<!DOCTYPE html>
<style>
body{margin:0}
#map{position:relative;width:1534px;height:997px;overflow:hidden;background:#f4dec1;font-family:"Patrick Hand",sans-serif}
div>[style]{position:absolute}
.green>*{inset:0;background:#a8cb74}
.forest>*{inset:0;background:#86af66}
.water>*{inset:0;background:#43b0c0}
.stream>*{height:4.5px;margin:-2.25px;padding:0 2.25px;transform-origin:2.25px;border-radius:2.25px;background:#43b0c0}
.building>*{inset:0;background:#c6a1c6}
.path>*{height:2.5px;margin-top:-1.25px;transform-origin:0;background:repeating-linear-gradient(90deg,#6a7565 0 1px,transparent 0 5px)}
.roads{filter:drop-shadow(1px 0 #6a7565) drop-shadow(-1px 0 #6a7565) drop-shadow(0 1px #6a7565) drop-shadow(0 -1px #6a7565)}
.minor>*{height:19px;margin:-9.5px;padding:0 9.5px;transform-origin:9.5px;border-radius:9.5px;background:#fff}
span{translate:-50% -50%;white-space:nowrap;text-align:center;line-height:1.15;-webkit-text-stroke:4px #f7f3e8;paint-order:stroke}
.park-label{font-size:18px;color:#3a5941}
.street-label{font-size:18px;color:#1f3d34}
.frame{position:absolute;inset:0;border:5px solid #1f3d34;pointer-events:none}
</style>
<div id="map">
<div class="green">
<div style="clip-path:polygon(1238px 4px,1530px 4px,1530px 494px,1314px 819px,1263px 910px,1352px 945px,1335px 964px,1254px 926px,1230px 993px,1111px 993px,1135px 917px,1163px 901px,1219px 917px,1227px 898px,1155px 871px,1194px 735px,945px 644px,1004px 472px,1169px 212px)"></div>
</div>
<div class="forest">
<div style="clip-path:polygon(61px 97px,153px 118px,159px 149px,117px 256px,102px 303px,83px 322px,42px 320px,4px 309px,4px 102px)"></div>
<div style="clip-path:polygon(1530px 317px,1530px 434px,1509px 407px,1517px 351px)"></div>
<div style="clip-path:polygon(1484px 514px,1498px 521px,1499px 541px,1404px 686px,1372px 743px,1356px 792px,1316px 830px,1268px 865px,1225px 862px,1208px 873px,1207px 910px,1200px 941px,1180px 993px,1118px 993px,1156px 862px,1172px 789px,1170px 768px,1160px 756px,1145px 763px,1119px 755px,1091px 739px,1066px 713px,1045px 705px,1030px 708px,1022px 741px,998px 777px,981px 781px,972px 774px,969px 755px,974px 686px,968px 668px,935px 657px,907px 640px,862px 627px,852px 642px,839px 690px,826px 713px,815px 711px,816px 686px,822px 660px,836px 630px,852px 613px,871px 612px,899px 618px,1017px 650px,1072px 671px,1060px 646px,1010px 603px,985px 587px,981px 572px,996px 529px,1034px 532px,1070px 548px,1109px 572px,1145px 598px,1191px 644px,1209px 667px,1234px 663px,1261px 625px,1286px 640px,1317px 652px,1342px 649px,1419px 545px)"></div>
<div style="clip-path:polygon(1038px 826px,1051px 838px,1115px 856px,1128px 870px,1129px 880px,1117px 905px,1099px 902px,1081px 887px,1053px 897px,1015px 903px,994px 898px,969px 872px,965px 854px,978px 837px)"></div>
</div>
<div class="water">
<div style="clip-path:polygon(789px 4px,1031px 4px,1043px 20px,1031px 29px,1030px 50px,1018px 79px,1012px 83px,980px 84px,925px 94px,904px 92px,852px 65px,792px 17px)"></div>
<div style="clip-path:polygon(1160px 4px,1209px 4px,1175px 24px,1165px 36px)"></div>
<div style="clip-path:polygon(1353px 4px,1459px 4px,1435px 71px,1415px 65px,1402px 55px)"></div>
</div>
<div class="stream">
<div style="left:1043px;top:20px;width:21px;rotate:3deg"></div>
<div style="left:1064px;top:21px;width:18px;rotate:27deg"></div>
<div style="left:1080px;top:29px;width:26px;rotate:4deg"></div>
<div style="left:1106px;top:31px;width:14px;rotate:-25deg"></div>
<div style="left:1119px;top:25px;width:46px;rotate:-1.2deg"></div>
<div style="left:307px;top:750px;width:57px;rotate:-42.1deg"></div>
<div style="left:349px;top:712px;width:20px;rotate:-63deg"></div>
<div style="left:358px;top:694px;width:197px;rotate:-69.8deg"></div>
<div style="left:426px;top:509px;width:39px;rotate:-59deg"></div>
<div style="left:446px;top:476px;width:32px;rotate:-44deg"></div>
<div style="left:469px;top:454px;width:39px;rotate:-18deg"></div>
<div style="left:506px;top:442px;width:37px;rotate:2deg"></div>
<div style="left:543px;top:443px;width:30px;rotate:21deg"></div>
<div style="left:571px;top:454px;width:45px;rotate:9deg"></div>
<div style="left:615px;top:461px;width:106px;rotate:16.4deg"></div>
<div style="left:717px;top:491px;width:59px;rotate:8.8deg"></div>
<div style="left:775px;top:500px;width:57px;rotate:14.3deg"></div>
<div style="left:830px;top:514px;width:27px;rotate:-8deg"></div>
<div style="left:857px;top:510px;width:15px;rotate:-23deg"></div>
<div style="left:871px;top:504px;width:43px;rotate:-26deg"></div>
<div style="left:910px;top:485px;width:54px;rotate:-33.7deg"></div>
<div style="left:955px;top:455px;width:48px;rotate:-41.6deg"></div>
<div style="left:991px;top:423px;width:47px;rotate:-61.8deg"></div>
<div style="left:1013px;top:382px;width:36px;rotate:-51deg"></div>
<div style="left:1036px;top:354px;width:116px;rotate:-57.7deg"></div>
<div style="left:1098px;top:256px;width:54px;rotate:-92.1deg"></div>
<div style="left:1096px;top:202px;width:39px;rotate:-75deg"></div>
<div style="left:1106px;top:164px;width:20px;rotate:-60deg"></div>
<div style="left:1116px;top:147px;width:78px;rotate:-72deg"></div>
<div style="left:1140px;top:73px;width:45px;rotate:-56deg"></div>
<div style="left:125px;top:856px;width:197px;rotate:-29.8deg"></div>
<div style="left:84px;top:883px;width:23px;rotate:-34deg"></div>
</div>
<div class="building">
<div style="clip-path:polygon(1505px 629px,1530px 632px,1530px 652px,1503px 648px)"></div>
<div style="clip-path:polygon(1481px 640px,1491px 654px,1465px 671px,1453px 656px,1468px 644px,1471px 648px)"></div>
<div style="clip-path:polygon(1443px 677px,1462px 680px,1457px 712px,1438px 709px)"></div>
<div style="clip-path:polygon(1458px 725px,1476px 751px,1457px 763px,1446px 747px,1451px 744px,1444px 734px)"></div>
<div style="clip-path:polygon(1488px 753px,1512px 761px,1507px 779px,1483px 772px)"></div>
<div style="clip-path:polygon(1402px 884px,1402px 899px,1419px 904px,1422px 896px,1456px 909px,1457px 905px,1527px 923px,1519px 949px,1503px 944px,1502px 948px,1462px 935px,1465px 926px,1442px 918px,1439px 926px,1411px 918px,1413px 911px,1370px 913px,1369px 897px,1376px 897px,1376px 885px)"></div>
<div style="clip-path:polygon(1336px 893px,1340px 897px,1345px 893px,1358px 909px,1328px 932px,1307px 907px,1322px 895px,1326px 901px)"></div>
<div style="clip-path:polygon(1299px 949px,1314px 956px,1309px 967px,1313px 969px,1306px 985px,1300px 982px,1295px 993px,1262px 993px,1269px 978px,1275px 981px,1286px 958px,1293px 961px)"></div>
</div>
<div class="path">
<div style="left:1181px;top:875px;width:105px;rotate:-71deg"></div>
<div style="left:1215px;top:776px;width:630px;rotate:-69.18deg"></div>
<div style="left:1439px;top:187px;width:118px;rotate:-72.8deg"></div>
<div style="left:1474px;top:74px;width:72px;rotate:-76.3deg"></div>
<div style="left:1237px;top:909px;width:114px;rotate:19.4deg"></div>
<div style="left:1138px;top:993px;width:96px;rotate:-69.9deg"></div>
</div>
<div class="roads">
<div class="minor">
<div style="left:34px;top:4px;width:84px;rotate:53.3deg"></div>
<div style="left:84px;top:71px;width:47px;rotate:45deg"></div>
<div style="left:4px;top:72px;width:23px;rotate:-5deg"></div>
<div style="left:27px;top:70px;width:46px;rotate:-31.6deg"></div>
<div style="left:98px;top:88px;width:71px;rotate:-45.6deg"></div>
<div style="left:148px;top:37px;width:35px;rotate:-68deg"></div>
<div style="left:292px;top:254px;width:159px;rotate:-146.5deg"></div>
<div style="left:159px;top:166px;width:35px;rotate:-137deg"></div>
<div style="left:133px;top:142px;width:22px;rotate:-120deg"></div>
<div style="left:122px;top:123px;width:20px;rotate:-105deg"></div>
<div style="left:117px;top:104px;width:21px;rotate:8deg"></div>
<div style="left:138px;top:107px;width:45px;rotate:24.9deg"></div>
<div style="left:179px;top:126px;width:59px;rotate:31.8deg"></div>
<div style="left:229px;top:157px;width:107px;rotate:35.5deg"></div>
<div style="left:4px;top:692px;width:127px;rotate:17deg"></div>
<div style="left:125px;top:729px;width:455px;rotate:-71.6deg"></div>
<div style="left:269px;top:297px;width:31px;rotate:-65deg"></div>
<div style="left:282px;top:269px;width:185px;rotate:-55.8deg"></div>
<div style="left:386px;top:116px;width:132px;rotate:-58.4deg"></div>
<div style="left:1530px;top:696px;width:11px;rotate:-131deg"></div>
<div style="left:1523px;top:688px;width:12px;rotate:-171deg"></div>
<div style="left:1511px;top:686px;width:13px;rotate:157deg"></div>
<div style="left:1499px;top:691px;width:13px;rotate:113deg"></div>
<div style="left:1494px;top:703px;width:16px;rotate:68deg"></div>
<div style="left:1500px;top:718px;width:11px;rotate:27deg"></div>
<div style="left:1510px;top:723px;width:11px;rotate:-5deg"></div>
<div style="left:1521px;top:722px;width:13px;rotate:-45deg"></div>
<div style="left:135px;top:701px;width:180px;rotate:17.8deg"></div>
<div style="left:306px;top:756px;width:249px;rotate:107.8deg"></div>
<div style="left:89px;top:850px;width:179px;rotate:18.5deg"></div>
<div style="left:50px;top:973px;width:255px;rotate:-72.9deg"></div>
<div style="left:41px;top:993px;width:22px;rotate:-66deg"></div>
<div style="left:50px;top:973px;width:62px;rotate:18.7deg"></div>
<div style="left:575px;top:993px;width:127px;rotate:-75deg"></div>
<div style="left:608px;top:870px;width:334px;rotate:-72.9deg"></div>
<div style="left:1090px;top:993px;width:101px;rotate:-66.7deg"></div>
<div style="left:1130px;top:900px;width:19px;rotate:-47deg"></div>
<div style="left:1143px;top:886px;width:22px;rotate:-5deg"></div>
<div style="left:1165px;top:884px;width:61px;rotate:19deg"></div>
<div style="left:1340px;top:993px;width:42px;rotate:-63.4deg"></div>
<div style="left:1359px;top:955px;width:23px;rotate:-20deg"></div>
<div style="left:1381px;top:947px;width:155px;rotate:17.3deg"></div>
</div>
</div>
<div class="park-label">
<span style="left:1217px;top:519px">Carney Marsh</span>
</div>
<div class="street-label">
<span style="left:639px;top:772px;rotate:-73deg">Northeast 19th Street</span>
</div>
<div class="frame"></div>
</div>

********************

What you will do — Report how many lines in the data include the word "stream", and give nothing but the count.

Solution — 2